Try it: Scan the records below for the line with "Map reading. Dump" and the line with "Quick job: What". Repeat those two lines and every line between them exactly, and nothing else.

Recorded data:
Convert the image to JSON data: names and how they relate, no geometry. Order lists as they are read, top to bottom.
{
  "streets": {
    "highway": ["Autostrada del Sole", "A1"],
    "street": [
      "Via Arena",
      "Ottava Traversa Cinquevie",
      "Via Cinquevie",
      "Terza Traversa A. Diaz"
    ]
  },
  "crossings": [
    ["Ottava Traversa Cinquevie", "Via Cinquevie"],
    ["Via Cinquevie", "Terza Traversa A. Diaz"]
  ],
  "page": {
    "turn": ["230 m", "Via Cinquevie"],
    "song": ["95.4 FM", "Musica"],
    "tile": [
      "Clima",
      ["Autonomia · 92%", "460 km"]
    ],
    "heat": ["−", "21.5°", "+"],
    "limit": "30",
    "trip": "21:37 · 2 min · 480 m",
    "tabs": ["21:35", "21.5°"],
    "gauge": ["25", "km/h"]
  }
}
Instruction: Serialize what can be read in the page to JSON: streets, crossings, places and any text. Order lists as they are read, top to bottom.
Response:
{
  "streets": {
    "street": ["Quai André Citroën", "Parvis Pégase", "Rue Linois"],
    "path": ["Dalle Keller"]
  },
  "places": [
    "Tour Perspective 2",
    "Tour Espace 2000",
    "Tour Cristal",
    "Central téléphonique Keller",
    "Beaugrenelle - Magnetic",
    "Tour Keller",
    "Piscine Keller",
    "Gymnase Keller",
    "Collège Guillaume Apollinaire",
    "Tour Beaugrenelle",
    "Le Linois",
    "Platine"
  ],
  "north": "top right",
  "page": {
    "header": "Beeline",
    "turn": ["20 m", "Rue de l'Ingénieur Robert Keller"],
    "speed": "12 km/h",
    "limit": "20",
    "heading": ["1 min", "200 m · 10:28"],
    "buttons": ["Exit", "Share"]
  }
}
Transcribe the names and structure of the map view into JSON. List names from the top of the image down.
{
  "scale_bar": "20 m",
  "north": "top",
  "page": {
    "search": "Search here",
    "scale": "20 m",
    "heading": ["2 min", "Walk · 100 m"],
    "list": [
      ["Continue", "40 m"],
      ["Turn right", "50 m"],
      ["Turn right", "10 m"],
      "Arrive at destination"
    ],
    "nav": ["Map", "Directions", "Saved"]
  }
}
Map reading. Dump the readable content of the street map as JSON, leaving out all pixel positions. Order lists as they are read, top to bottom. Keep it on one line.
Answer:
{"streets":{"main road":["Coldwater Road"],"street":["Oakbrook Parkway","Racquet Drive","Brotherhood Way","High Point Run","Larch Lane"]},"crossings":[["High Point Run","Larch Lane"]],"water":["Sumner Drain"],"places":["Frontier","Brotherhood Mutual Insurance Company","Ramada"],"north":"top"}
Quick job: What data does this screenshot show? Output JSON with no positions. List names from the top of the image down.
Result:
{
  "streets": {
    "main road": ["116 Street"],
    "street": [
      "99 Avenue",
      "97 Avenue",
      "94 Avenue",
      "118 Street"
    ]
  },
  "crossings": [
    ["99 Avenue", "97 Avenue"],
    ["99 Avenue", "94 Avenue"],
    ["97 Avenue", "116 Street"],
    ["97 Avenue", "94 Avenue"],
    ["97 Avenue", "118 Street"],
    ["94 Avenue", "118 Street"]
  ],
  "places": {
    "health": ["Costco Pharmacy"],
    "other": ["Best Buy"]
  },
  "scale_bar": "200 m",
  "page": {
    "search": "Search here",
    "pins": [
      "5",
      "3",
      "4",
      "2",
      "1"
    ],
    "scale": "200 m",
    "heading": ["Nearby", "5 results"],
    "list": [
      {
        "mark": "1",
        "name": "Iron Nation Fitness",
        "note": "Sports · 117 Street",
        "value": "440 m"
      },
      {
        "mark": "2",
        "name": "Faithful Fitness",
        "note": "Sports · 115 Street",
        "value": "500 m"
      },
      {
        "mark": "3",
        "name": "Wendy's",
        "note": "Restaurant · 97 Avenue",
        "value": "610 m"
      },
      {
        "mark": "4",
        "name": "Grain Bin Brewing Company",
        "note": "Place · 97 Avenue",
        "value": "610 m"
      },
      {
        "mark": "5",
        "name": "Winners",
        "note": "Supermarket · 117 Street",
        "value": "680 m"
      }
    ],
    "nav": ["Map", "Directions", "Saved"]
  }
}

Answer space:
Map reading. Dump the readable content of the street map as JSON, leaving out all pixel positions. Order lists as they are read, top to bottom. Keep it on one line.
Answer:
{"streets":{"main road":["Coldwater Road"],"street":["Oakbrook Parkway","Racquet Drive","Brotherhood Way","High Point Run","Larch Lane"]},"crossings":[["High Point Run","Larch Lane"]],"water":["Sumner Drain"],"places":["Frontier","Brotherhood Mutual Insurance Company","Ramada"],"north":"top"}
Quick job: What data does this screenshot show? Output JSON with no positions. List names from the top of the image down.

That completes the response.